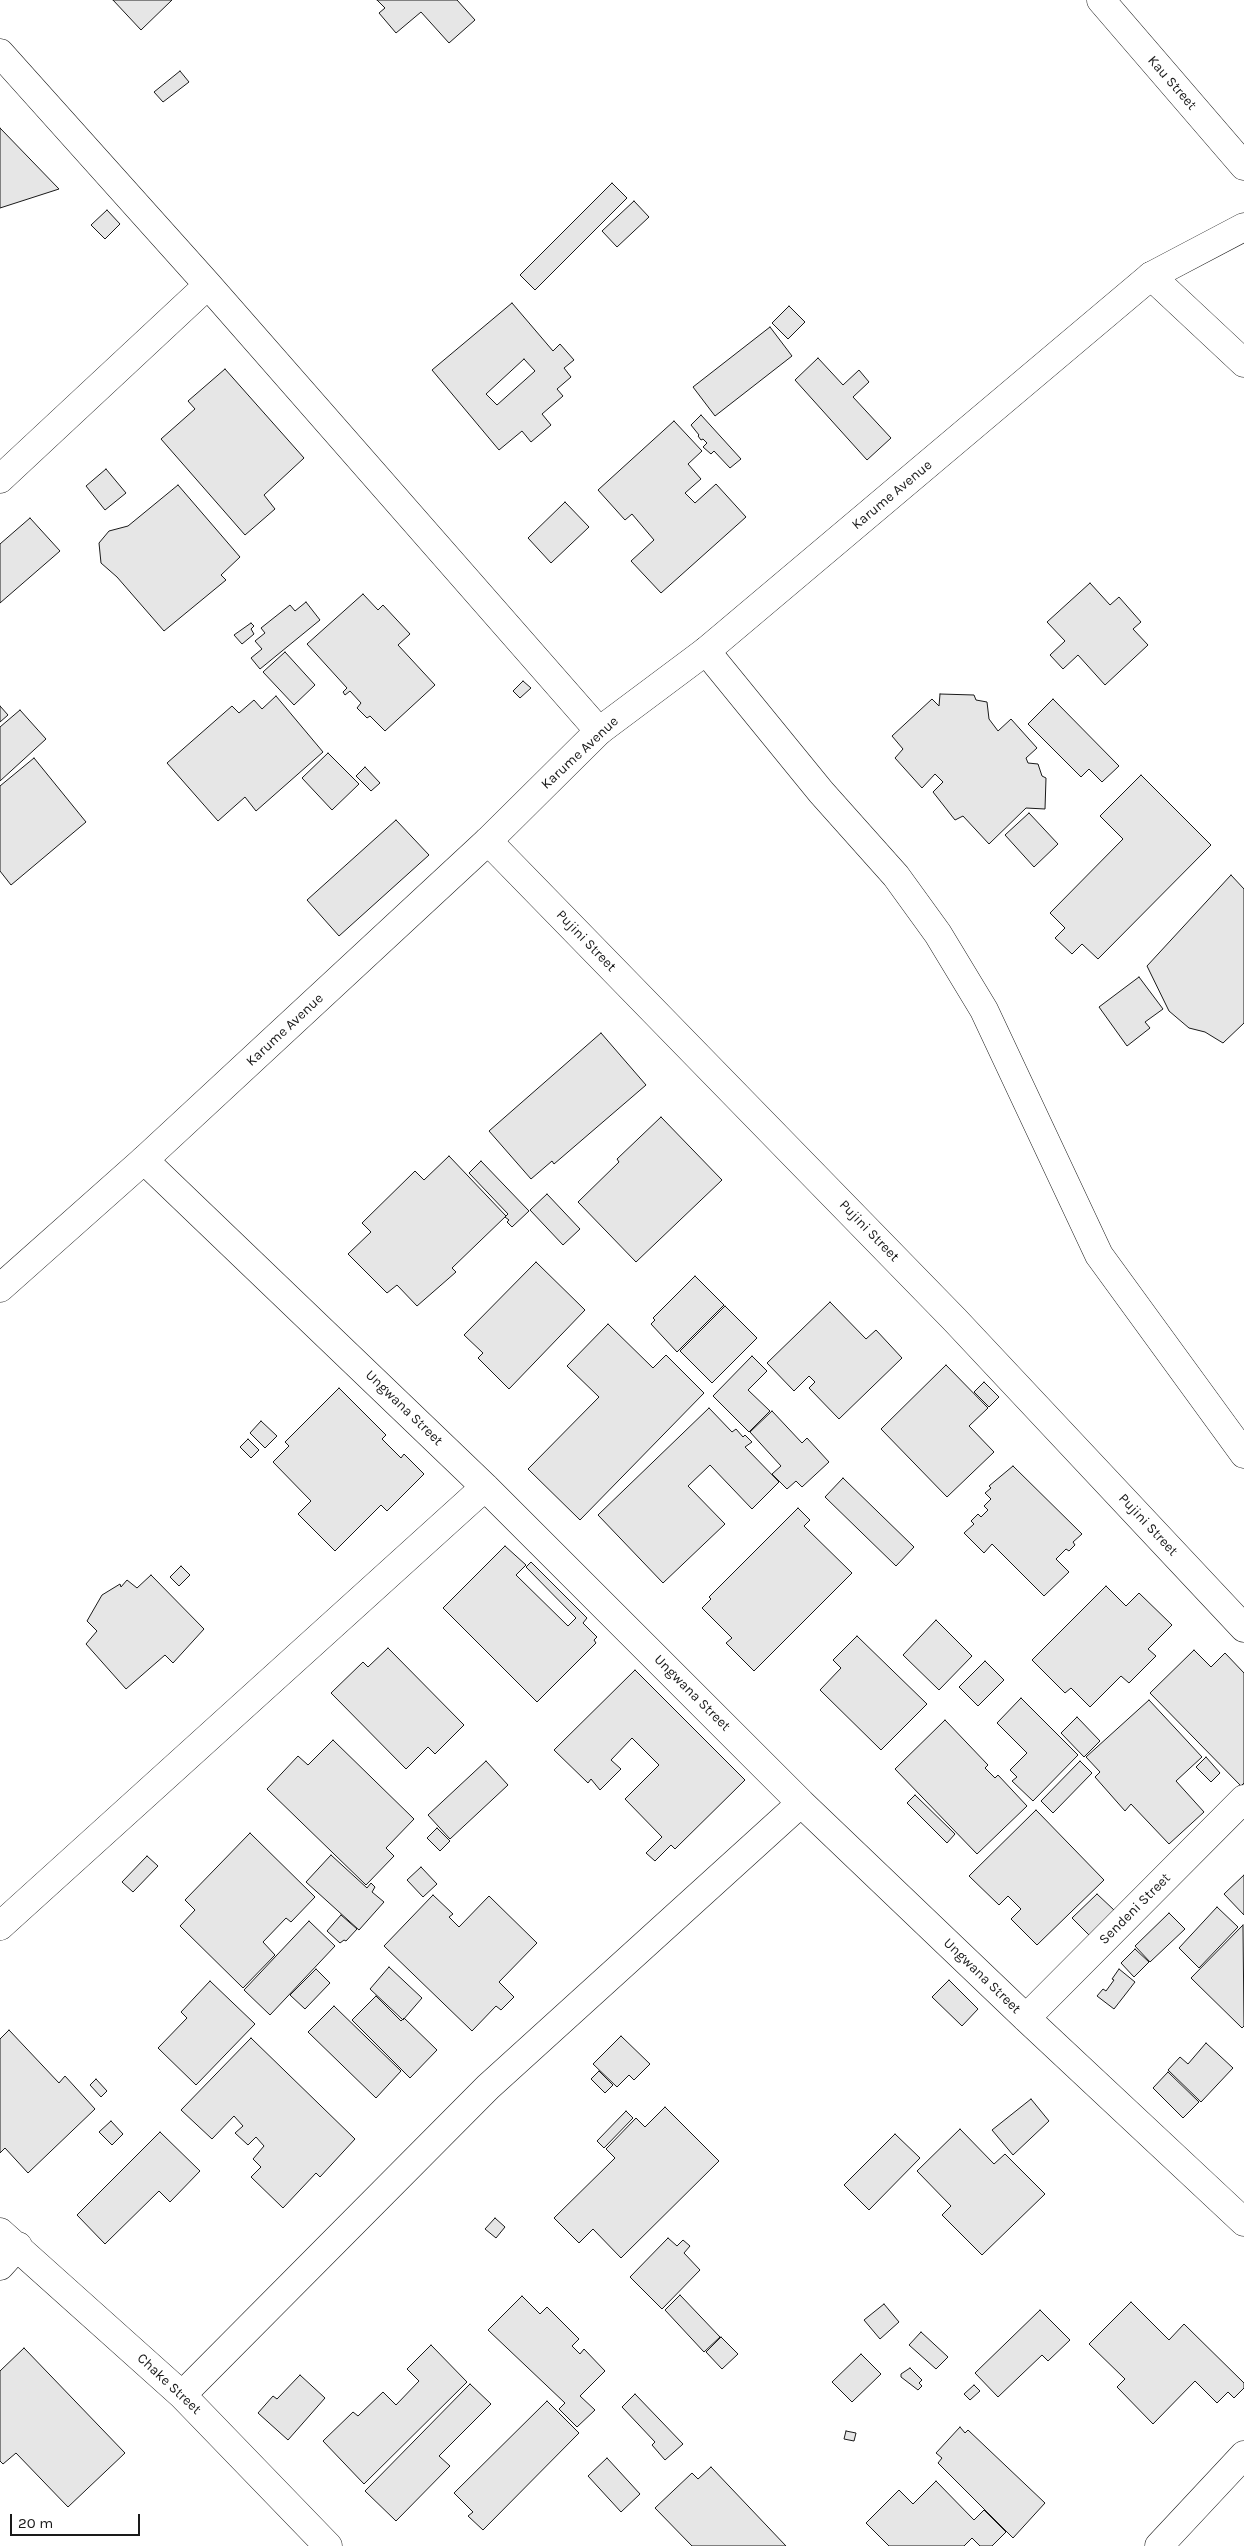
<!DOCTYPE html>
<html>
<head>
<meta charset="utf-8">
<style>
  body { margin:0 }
  #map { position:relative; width:1244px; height:2546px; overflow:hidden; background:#fff; font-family:Karla,sans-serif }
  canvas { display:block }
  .scale { position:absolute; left:10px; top:2514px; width:130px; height:22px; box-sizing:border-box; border:2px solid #1a1a1a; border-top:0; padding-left:6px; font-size:15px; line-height:18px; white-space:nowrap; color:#1a1a1a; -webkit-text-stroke:4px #fff; paint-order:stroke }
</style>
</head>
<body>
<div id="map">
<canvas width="1244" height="2546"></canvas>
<div class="scale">20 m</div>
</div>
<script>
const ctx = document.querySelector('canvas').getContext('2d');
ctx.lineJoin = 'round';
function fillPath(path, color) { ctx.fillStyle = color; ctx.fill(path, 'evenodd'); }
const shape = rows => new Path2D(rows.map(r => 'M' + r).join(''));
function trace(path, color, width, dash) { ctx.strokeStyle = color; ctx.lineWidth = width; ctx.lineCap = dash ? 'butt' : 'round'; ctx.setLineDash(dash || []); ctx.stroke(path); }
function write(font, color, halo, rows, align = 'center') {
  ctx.font = font + ' Karla,sans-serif'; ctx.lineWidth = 4; ctx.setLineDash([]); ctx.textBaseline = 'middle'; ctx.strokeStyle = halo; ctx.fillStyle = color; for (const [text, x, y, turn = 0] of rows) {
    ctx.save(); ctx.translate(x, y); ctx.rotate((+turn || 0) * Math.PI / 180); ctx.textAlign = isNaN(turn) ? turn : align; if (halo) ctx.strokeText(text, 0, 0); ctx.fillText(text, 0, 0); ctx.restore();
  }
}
const building = shape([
  [113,0,172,0,141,30,113,0],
  [377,0,457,0,475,20,449,43,421,12,396,33,379,13,385,8,377,0],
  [180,71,189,82,163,102,154,92,180,71],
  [0,128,59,189,0,208,0,128],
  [612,183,627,198,535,290,520,275,612,183],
  [634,201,649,217,617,247,602,231,634,201],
  [107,210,120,224,105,239,91,225,107,210],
  [512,303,553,351,560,344,574,360,564,368,571,377,557,389,563,396,542,414,551,425,531,442,522,431,499,450,432,370,512,303],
  [524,359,535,371,497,405,486,394,524,359],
  [789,306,805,322,788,339,772,323,789,306],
  [770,327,792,356,715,416,693,387,770,327],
  [818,358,843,385,859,370,869,382,853,397,891,438,867,460,795,380,818,358],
  [225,369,304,458,264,495,275,509,245,535,161,439,195,409,188,401,225,369],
  [701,415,741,459,730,468,714,451,711,454,703,447,707,443,703,439,701,440,698,436,699,435,691,425,701,415],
  [674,421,702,451,688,464,701,479,685,493,695,503,716,484,746,517,661,593,631,561,654,540,632,514,625,520,598,490,674,421],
  [106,469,126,493,105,510,86,486,106,469],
  [178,485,240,557,221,575,226,580,164,631,117,577,101,563,99,543,109,531,128,526,178,485],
  [565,502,589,527,551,563,528,538,565,502],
  [30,518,60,551,0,603,0,544,30,518],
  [1090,583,1110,605,1119,597,1141,622,1133,629,1148,645,1105,685,1078,655,1063,669,1050,655,1065,641,1047,622,1090,583],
  [363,594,378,610,383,605,410,634,398,645,435,685,385,731,370,716,367,718,357,708,361,703,350,691,345,695,343,692,347,688,307,644,363,594],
  [306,602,320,620,260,669,251,658,262,649,255,641,265,633,261,628,290,605,295,611,306,602],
  [251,623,254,626,251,629,254,634,242,644,234,635,251,623],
  [285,652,315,685,294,705,263,672,285,652],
  [523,681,531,688,520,698,513,691,523,681],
  [940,694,974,695,976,700,987,702,989,719,998,731,1011,719,1037,748,1026,758,1028,763,1038,764,1042,776,1046,778,1045,809,1026,808,989,844,963,816,955,820,933,792,943,782,935,774,922,788,895,758,903,749,892,736,932,699,939,706,940,694],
  [276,696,323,752,256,811,245,797,218,821,167,763,232,706,239,713,254,700,262,709,276,696],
  [1053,699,1119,766,1102,782,1089,769,1081,777,1028,724,1053,699],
  [0,706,8,715,0,722,0,706],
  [20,710,46,739,0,781,0,727,20,710],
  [328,753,359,784,332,810,302,778,328,753],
  [34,758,86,822,11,885,0,871,0,786,34,758],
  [365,767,380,783,371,791,356,776,365,767],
  [1141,775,1211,845,1098,959,1082,944,1072,954,1055,938,1065,928,1050,913,1123,839,1100,816,1141,775],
  [1029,813,1058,844,1034,867,1005,835,1029,813],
  [396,820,429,855,339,936,307,900,396,820],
  [1231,875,1244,889,1244,1023,1223,1043,1205,1032,1189,1028,1169,1011,1147,966,1231,875],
  [1139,977,1163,1009,1145,1022,1150,1028,1127,1046,1099,1007,1139,977],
  [601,1033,646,1085,554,1164,552,1161,531,1179,489,1131,601,1033],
  [661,1117,722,1180,636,1262,578,1202,619,1162,617,1159,661,1117],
  [449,1156,506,1216,452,1268,456,1272,417,1306,397,1285,387,1293,348,1254,371,1232,362,1223,415,1171,424,1180,449,1156],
  [481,1161,529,1211,512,1227,507,1222,509,1220,505,1217,508,1214,469,1173,481,1161],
  [547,1194,580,1229,563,1245,530,1210,547,1194],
  [536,1262,585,1310,509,1389,478,1358,483,1353,464,1335,536,1262],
  [695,1276,724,1305,677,1352,651,1324,655,1320,653,1318,695,1276],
  [830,1302,866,1339,876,1330,902,1358,839,1419,809,1388,815,1382,809,1376,794,1391,767,1363,830,1302],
  [725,1306,757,1338,712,1383,680,1351,725,1306],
  [608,1324,653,1368,666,1355,704,1393,580,1520,528,1469,599,1397,567,1366,608,1324],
  [752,1356,767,1371,748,1390,770,1411,749,1432,713,1396,752,1356],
  [946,1365,988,1408,969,1426,994,1452,947,1497,881,1429,946,1365],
  [984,1382,999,1397,989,1407,974,1392,984,1382],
  [339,1388,386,1435,382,1439,401,1458,404,1454,424,1474,387,1511,381,1505,335,1551,298,1514,311,1501,273,1462,289,1446,285,1442,339,1388],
  [709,1408,732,1432,736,1429,743,1437,745,1435,752,1442,745,1447,779,1482,752,1509,710,1465,688,1486,725,1524,663,1583,598,1515,709,1408],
  [772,1411,802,1443,807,1438,829,1462,802,1487,796,1481,787,1489,772,1474,781,1466,750,1432,772,1411],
  [261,1421,277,1436,265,1448,250,1433,261,1421],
  [248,1439,259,1450,251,1458,240,1447,248,1439],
  [1013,1466,1082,1534,1073,1542,1075,1545,1069,1551,1066,1549,1056,1559,1069,1572,1044,1596,992,1544,984,1553,964,1533,974,1524,971,1521,978,1514,981,1517,988,1510,984,1506,991,1499,985,1493,991,1488,989,1486,1013,1466],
  [843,1478,914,1547,896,1566,825,1497,843,1478],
  [798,1508,810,1520,804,1526,852,1573,754,1671,726,1643,732,1638,702,1608,711,1599,709,1597,798,1508],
  [505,1546,526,1565,516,1575,568,1626,576,1618,526,1567,531,1562,587,1618,583,1623,597,1637,594,1640,596,1643,537,1702,443,1608,505,1546],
  [181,1566,190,1575,179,1586,170,1577,181,1566],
  [151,1575,204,1629,173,1663,165,1655,126,1689,86,1644,97,1631,87,1621,102,1595,120,1584,121,1587,127,1580,137,1588,151,1575],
  [1106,1586,1126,1606,1139,1593,1172,1625,1148,1649,1156,1656,1129,1683,1121,1676,1090,1707,1071,1688,1065,1693,1032,1660,1106,1586],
  [936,1620,972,1656,939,1690,903,1655,936,1620],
  [857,1636,927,1704,881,1750,820,1690,841,1668,833,1660,857,1636],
  [388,1648,464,1725,435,1754,428,1747,406,1769,331,1693,363,1662,368,1667,388,1648],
  [1194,1650,1211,1667,1225,1653,1244,1673,1244,1783,1241,1786,1150,1693,1194,1650],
  [985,1661,1004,1680,978,1706,959,1687,985,1661],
  [635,1670,745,1780,675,1849,671,1845,655,1861,646,1853,662,1837,625,1799,659,1765,632,1738,611,1760,621,1769,600,1790,591,1779,588,1783,554,1750,635,1670],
  [1021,1698,1078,1755,1033,1801,1012,1781,1017,1777,1010,1770,1027,1753,997,1723,1021,1698],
  [1149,1700,1202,1757,1176,1781,1204,1812,1169,1844,1131,1804,1125,1811,1095,1777,1100,1772,1086,1757,1149,1700],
  [1077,1717,1100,1741,1084,1757,1061,1733,1077,1717],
  [945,1720,988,1765,985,1768,995,1778,998,1775,1027,1806,977,1854,895,1769,945,1720],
  [333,1740,414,1819,386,1848,394,1856,366,1885,267,1789,298,1756,308,1765,333,1740],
  [1206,1757,1220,1773,1211,1782,1196,1767,1206,1757],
  [486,1761,508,1785,450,1839,428,1815,486,1761],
  [1080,1761,1092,1773,1053,1813,1041,1801,1080,1761],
  [915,1795,955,1834,947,1843,907,1803,915,1795],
  [1036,1810,1104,1880,1037,1945,1011,1919,1021,1909,1008,1896,999,1905,969,1876,1036,1810],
  [437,1828,450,1841,440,1851,427,1838,437,1828],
  [250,1833,315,1897,291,1922,286,1918,263,1942,275,1955,243,1988,180,1926,195,1910,185,1900,250,1833],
  [331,1855,367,1888,371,1883,375,1887,372,1892,384,1902,359,1930,306,1882,331,1855],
  [147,1856,158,1866,133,1892,122,1882,147,1856],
  [421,1867,437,1884,423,1897,407,1880,421,1867],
  [1244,1875,1244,1915,1224,1894,1244,1875],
  [1097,1894,1114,1910,1089,1935,1072,1918,1097,1894],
  [433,1895,453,1914,449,1917,459,1927,489,1896,537,1943,499,1982,514,1997,501,2010,496,2006,472,2031,384,1946,433,1895],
  [1217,1907,1238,1927,1199,1968,1179,1948,1217,1907],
  [1169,1913,1185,1929,1150,1962,1135,1946,1169,1913],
  [341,1915,357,1929,346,1941,344,1940,340,1943,327,1931,341,1915],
  [309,1921,335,1946,270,2015,244,1990,309,1921],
  [1243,1925,1244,2026,1242,2028,1191,1978,1243,1925],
  [1135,1949,1149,1962,1134,1977,1121,1963,1135,1949],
  [389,1967,422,1998,403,2020,370,1989,389,1967],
  [316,1969,330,1983,305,2009,290,1995,316,1969],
  [1119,1969,1135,1982,1114,2009,1097,1996,1103,1989,1106,1991,1114,1980,1112,1979,1119,1969],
  [949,1980,978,2009,962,2026,932,1997,949,1980],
  [210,1981,255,2024,196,2085,158,2048,187,2018,181,2012,210,1981],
  [376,1996,401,2021,404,2018,437,2050,410,2078,352,2020,376,1996],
  [334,2006,401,2071,376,2098,308,2032,334,2006],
  [9,2030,59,2083,65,2076,95,2109,28,2173,5,2148,0,2153,0,2039,9,2030],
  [621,2036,650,2064,634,2080,629,2075,617,2087,593,2064,621,2036],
  [251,2038,355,2139,320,2177,316,2173,283,2208,251,2177,261,2167,253,2159,264,2146,256,2137,248,2145,235,2133,243,2126,234,2116,212,2139,181,2110,251,2038],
  [1206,2043,1233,2068,1201,2102,1168,2070,1180,2057,1188,2064,1206,2043],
  [599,2071,613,2085,605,2093,591,2079,599,2071],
  [1168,2072,1199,2102,1183,2118,1153,2088,1168,2072],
  [96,2079,107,2091,101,2097,90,2085,96,2079],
  [1031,2099,1049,2121,1013,2155,992,2130,1031,2099],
  [665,2107,719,2161,621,2258,593,2229,579,2243,554,2218,615,2158,606,2149,636,2118,645,2127,665,2107],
  [626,2111,633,2118,604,2148,597,2141,626,2111],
  [111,2121,123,2134,112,2145,99,2132,111,2121],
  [960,2129,994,2164,1005,2154,1045,2194,982,2255,942,2215,951,2206,917,2171,960,2129],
  [160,2132,200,2171,170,2202,159,2191,105,2244,77,2215,160,2132],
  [895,2134,920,2158,869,2210,844,2185,895,2134],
  [495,2218,505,2227,496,2238,485,2229,495,2218],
  [668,2238,677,2246,683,2240,690,2246,684,2253,700,2270,662,2309,630,2277,668,2238],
  [680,2295,720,2337,704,2352,665,2310,680,2295],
  [522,2296,540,2314,547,2307,579,2339,572,2346,580,2354,584,2349,605,2371,580,2396,595,2410,577,2427,559,2409,565,2403,488,2330,522,2296],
  [1131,2302,1169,2340,1184,2324,1244,2383,1244,2388,1234,2398,1228,2392,1217,2403,1195,2381,1153,2424,1117,2387,1125,2379,1089,2344,1131,2302],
  [884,2304,899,2322,880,2339,864,2320,884,2304],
  [1040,2310,1070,2340,1048,2361,1042,2355,998,2397,975,2373,1040,2310],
  [921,2332,948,2357,936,2369,909,2345,921,2332],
  [721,2337,738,2354,722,2369,706,2352,721,2337],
  [431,2345,467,2382,364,2484,323,2441,353,2412,358,2416,383,2392,396,2405,419,2381,407,2369,431,2345],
  [24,2348,125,2453,68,2507,16,2453,3,2464,0,2461,0,2371,24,2348],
  [861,2354,881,2374,852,2402,832,2382,861,2354],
  [910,2368,922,2380,919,2383,922,2386,918,2390,901,2377,901,2374,910,2368],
  [300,2375,325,2398,288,2440,258,2413,273,2396,277,2399,300,2375],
  [470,2384,491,2404,439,2456,450,2466,396,2521,365,2491,470,2384],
  [974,2385,980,2391,970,2400,964,2394,974,2385],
  [635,2394,683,2444,665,2460,652,2445,655,2442,622,2407,635,2394],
  [547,2401,579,2433,483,2530,468,2516,473,2512,454,2493,547,2401],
  [960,2427,965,2433,968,2430,1045,2503,1013,2538,938,2463,942,2458,936,2453,960,2427],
  [846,2431,856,2433,854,2441,844,2439,846,2431],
  [607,2458,640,2494,621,2512,588,2476,607,2458],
  [711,2467,786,2546,692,2546,655,2508,692,2473,698,2479,711,2467],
  [936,2481,974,2520,984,2510,1006,2532,992,2546,980,2546,972,2538,964,2546,889,2546,866,2523,899,2490,913,2504,936,2481]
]);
fillPath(building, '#e6e6e6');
trace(building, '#1a1a1a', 1);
const minor = shape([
  [1101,0,1244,166],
  [0,53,208,285,599,731],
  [1151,276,1244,363],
  [0,479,208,285],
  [706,651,821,792,896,876,938,934,984,1010,1099,1255,1244,1454],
  [488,841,955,1320,1244,1628],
  [144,1160,485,1487,801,1803,1026,2018,1244,2222],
  [0,1926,485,1487],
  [1026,2018,1244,1799],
  [0,2232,182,2395,328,2546],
  [0,2266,18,2246],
  [182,2395,488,2087,801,1803],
  [1159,2546,1244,2455]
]);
const major = shape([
  [0,1288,144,1160,488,841,599,731,706,651,1151,276,1244,227]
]);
trace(minor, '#1a1a1a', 29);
trace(major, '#1a1a1a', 29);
trace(minor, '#fff', 28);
trace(major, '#fff', 28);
write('14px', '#1a1a1a', '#fff', [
  ["Kau Street",1172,83,49],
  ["Karume Avenue",892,495,-40],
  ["Karume Avenue",580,753,-43],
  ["Pujini Street",586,941,46],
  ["Karume Avenue",285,1030,-43],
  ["Pujini Street",869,1231,46],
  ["Ungwana Street",404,1408,44],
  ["Pujini Street",1148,1525,47],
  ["Ungwana Street",692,1693,45],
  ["Sendeni Street",1135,1909,-45],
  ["Ungwana Street",982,1976,44],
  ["Chake Street",169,2384,43]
]);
</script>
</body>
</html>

···

▶ Exercise prompt:
Take from the listing every line in which the word "setLineDash" appears.

▶ Written reply:
function trace(path, color, width, dash) { ctx.strokeStyle = color; ctx.lineWidth = width; ctx.lineCap = dash ? 'butt' : 'round'; ctx.setLineDash(dash || []); ctx.stroke(path); }
  ctx.font = font + ' Karla,sans-serif'; ctx.lineWidth = 4; ctx.setLineDash([]); ctx.textBaseline = 'middle'; ctx.strokeStyle = halo; ctx.fillStyle = color; for (const [text, x, y, turn = 0] of rows) {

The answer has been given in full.